Pick out and copy every line below that has the word "padding".
Start of Block
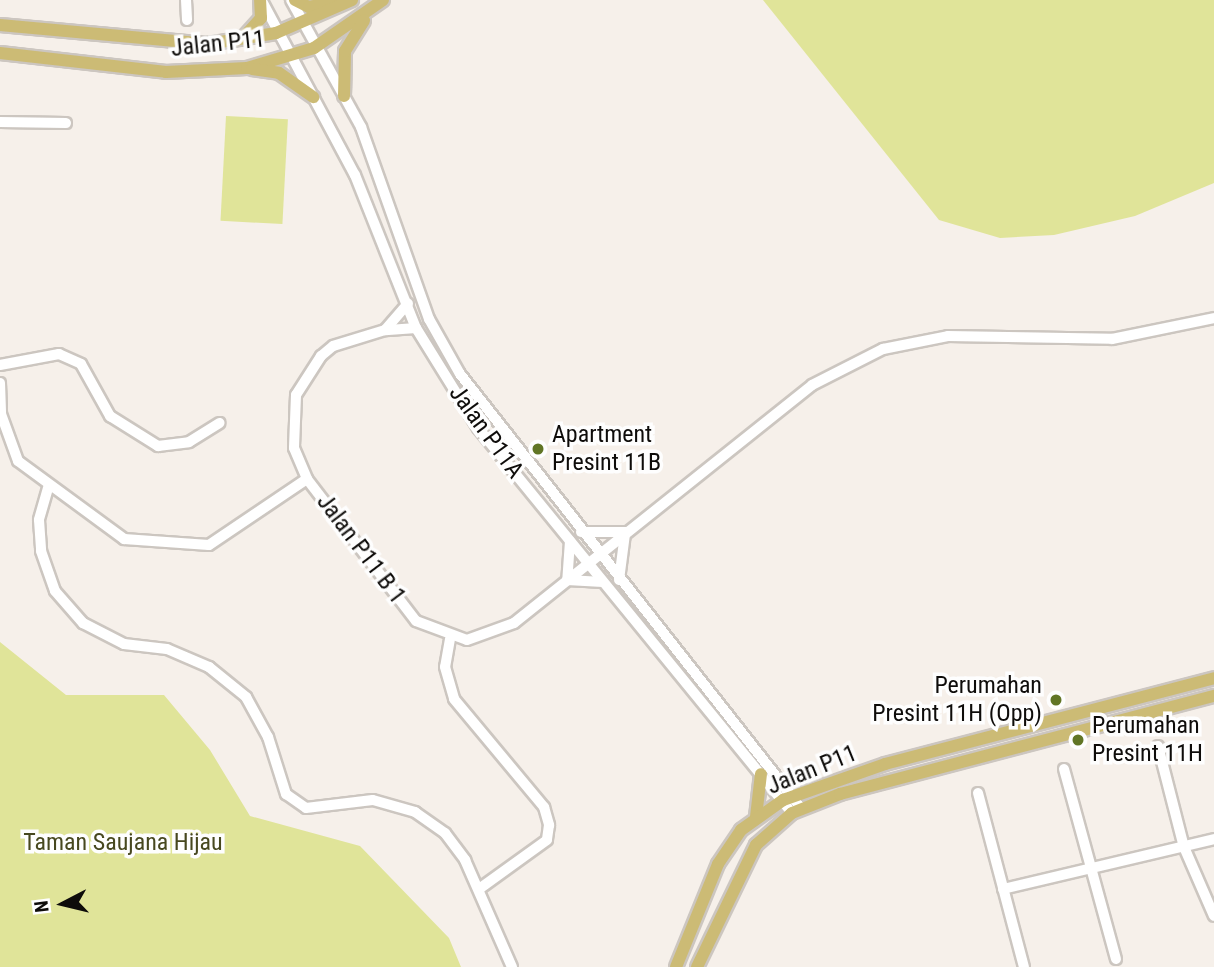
<!DOCTYPE html>
<html>
<head>
<meta charset="utf-8">
<style>
  body { margin:0 }
  #map { position:relative; width:1214px; height:967px; overflow:hidden; background:#f6f0ea; font-family:"Roboto Condensed",sans-serif }
  div>[style] { position:absolute }
  [style*='--x'] { left:calc(var(--x)*1px); top:calc(var(--y)*1px); width:calc(var(--w)*1px); rotate:calc(var(--a)*1deg) }
  .green>* { inset:0; background:#e0e499; transform-origin:0 0 }
  .roads { filter:drop-shadow(2px 0 #ccc6c0) drop-shadow(-2px 0 #ccc6c0) drop-shadow(0 2px #ccc6c0) drop-shadow(0 -2px #ccc6c0) }
  .minor>* { height:10px; margin:-5px; padding:0 5px; transform-origin:5px; border-radius:5px; background:#fff }
  .major>* { height:12px; margin:-6px; padding:0 6px; transform-origin:6px; border-radius:6px; background:#ccbb75 }
  .dots>* { width:19px; height:19px; translate:-50% -50%; box-sizing:border-box; border:4px solid #fefefe; border-radius:50% }
  span { translate:-50% -50%; white-space:nowrap; text-align:center; line-height:1.15; -webkit-text-stroke:7px #fefefe; paint-order:stroke }
  .street-label { font-size:24px; color:#0e0c0a }
  .poi-label { font-size:24px; color:#0e0c0a }
  .left { translate:0 -50%; text-align:left }
  .right { translate:-100% -50%; text-align:right }
  .park-label { font-size:24px; color:#47481f }
  .north { position:absolute; left:28px; top:869px; width:70px; height:70px; -webkit-text-stroke:5px #fefefe; paint-order:stroke; rotate:263deg; font-size:19px; font-weight:700; line-height:28px; text-align:center; color:#0e0c0a }
  .north::after { content:''; display:block; margin:auto; width:24px; height:32px; background:#0e0c0a; clip-path:polygon(50% 0,100% 100%,50% 72%,0 100%) }
</style>
</head>
<body>
<div id="map">
  <div class="green">
    <i style="clip-path:polygon(763px 0,1214px 0,1214px 183px,1135px 216px,1054px 235px,1000px 238px,939px 220px)"></i>
    <i style="left:226px;top:116px;width:62px;height:105px;rotate:3deg"></i>
    <i style="clip-path:polygon(0 642px,66px 695px,164px 695px,210px 750px,250px 816px,360px 846px,449px 938px,461px 967px,0 967px)"></i>
  </div>
  <div class="roads">
    <div class="minor">
      <i style="--x:186;--y:0;--w:20;--a:87"></i>
      <i style="--x:291;--y:0;--w:145;--a:61.1"></i>
      <i style="--x:361;--y:127;--w:204;--a:70.5"></i>
      <i style="--x:429;--y:319;--w:63;--a:60.6"></i>
      <i style="--x:460;--y:374;--w:552;--a:51.84"></i>
      <i style="--x:262;--y:1;--w:197;--a:61.9"></i>
      <i style="--x:355;--y:175;--w:165;--a:68.3"></i>
      <i style="--x:416;--y:328;--w:118;--a:58.2"></i>
      <i style="--x:478;--y:428;--w:497;--a:50.8"></i>
      <i style="--x:0;--y:122;--w:66;--a:0.9"></i>
      <i style="--x:416;--y:328;--w:31;--a:176"></i>
      <i style="--x:385;--y:330;--w:54;--a:162.9"></i>
      <i style="--x:333;--y:346;--w:16;--a:140"></i>
      <i style="--x:321;--y:356;--w:46;--a:122.7"></i>
      <i style="--x:296;--y:395;--w:53;--a:92.2"></i>
      <i style="--x:294;--y:448;--w:34;--a:67"></i>
      <i style="--x:307;--y:479;--w:179;--a:52.5"></i>
      <i style="--x:416;--y:621;--w:54;--a:20.4"></i>
      <i style="--x:467;--y:640;--w:50;--a:-19.9"></i>
      <i style="--x:514;--y:623;--w:381;--a:-38.6"></i>
      <i style="--x:812;--y:385;--w:80;--a:-26.9"></i>
      <i style="--x:883;--y:349;--w:66;--a:-11.3"></i>
      <i style="--x:948;--y:336;--w:164;--a:1"></i>
      <i style="--x:1112;--y:339;--w:104;--a:-11.6"></i>
      <i style="--x:385;--y:330;--w:35;--a:-49"></i>
      <i style="--x:0;--y:365;--w:60;--a:-10.6"></i>
      <i style="--x:59;--y:354;--w:24;--a:24"></i>
      <i style="--x:81;--y:364;--w:60;--a:60.9"></i>
      <i style="--x:110;--y:416;--w:57;--a:32"></i>
      <i style="--x:158;--y:446;--w:31;--a:-7"></i>
      <i style="--x:189;--y:442;--w:36;--a:-32"></i>
      <i style="--x:0;--y:383;--w:31;--a:88"></i>
      <i style="--x:1;--y:414;--w:50;--a:70.1"></i>
      <i style="--x:18;--y:461;--w:132;--a:36.3"></i>
      <i style="--x:124;--y:539;--w:85;--a:4"></i>
      <i style="--x:209;--y:545;--w:118;--a:-34"></i>
      <i style="--x:48;--y:488;--w:33;--a:106"></i>
      <i style="--x:39;--y:520;--w:31;--a:86"></i>
      <i style="--x:41;--y:551;--w:42;--a:70.7"></i>
      <i style="--x:55;--y:591;--w:43;--a:48.8"></i>
      <i style="--x:83;--y:623;--w:46;--a:27.1"></i>
      <i style="--x:124;--y:644;--w:43;--a:6.6"></i>
      <i style="--x:167;--y:649;--w:46;--a:23.2"></i>
      <i style="--x:209;--y:667;--w:48;--a:39"></i>
      <i style="--x:246;--y:697;--w:46;--a:61.2"></i>
      <i style="--x:268;--y:737;--w:60;--a:72.5"></i>
      <i style="--x:286;--y:794;--w:24;--a:35"></i>
      <i style="--x:306;--y:808;--w:67;--a:-6.8"></i>
      <i style="--x:373;--y:800;--w:44;--a:15.9"></i>
      <i style="--x:415;--y:812;--w:37;--a:35"></i>
      <i style="--x:445;--y:833;--w:34;--a:53"></i>
      <i style="--x:465;--y:860;--w:117;--a:66.3"></i>
      <i style="--x:581;--y:532;--w:46;--a:0"></i>
      <i style="--x:570;--y:541;--w:39;--a:94"></i>
      <i style="--x:567;--y:580;--w:36;--a:3"></i>
      <i style="--x:619;--y:580;--w:46;--a:-82.6"></i>
      <i style="--x:450;--y:639;--w:28;--a:100"></i>
      <i style="--x:445;--y:667;--w:33;--a:74"></i>
      <i style="--x:454;--y:699;--w:141;--a:50.2"></i>
      <i style="--x:544;--y:807;--w:19;--a:74"></i>
      <i style="--x:549;--y:825;--w:15;--a:98"></i>
      <i style="--x:547;--y:840;--w:84;--a:144.2"></i>
      <i style="--x:1158;--y:746;--w:104;--a:75.6"></i>
      <i style="--x:1184;--y:847;--w:75;--a:66.5"></i>
      <i style="--x:1064;--y:769;--w:197;--a:74.7"></i>
      <i style="--x:978;--y:793;--w:180;--a:75.2"></i>
      <i style="--x:1003;--y:889;--w:217;--a:-13.3"></i>
    </div>
    <div class="major">
      <i style="--x:295;--y:0;--w:16;--a:27"></i>
      <i style="--x:309;--y:7;--w:33;--a:-11"></i>
      <i style="--x:0;--y:25;--w:209;--a:5.2"></i>
      <i style="--x:208;--y:44;--w:69;--a:-9.2"></i>
      <i style="--x:276;--y:33;--w:83;--a:-23.5"></i>
      <i style="--x:243;--y:38;--w:27;--a:-48"></i>
      <i style="--x:261;--y:18;--w:18;--a:-93"></i>
      <i style="--x:0;--y:53;--w:167;--a:6.5"></i>
      <i style="--x:166;--y:72;--w:81;--a:-2.8"></i>
      <i style="--x:247;--y:68;--w:70;--a:-16.6"></i>
      <i style="--x:314;--y:48;--w:84;--a:-34.8"></i>
      <i style="--x:252;--y:69;--w:27;--a:8"></i>
      <i style="--x:279;--y:73;--w:42;--a:35.2"></i>
      <i style="--x:344;--y:96;--w:45;--a:-88.7"></i>
      <i style="--x:345;--y:51;--w:36;--a:-58"></i>
      <i style="--x:756;--y:817;--w:43;--a:-83.4"></i>
      <i style="--x:676;--y:967;--w:111;--a:-67.8"></i>
      <i style="--x:718;--y:864;--w:41;--a:-55.9"></i>
      <i style="--x:741;--y:830;--w:52;--a:-35.5"></i>
      <i style="--x:783;--y:800;--w:108;--a:-19.4"></i>
      <i style="--x:885;--y:764;--w:340;--a:-14.6"></i>
      <i style="--x:697;--y:967;--w:136;--a:-64.2"></i>
      <i style="--x:756;--y:845;--w:48;--a:-41.6"></i>
      <i style="--x:792;--y:813;--w:52;--a:-21.6"></i>
      <i style="--x:840;--y:794;--w:387;--a:-14.7"></i>
    </div>
  </div>
  <div class="dots">
    <i style="left:538px;top:449px;background:#617525"></i>
    <i style="left:1056px;top:700px;background:#617525"></i>
    <i style="left:1078px;top:740px;background:#617525"></i>
  </div>
  <div class="street-label">
    <span style="left:218px;top:44px;rotate:-6deg">Jalan P11</span>
    <span style="left:486px;top:432px;rotate:54deg">Jalan P11A</span>
    <span style="left:361px;top:549px;rotate:53deg">Jalan P11 B 1</span>
    <span style="left:812px;top:770px;rotate:-22deg">Jalan P11</span>
  </div>
  <div class="poi-label">
    <span class="left" style="left:552px;top:449px">Apartment<br>Presint 11B</span>
    <span class="right" style="left:1042px;top:700px">Perumahan<br>Presint 11H (Opp)</span>
    <span class="left" style="left:1092px;top:740px">Perumahan<br>Presint 11H</span>
  </div>
  <div class="park-label">
    <span style="left:123px;top:843px">Taman Saujana Hijau</span>
  </div>
  <div class="north">N</div>
</div>
</body>
</html>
End of Block
Result below:
  .minor>* { height:10px; margin:-5px; padding:0 5px; transform-origin:5px; border-radius:5px; background:#fff }
  .major>* { height:12px; margin:-6px; padding:0 6px; transform-origin:6px; border-radius:6px; background:#ccbb75 }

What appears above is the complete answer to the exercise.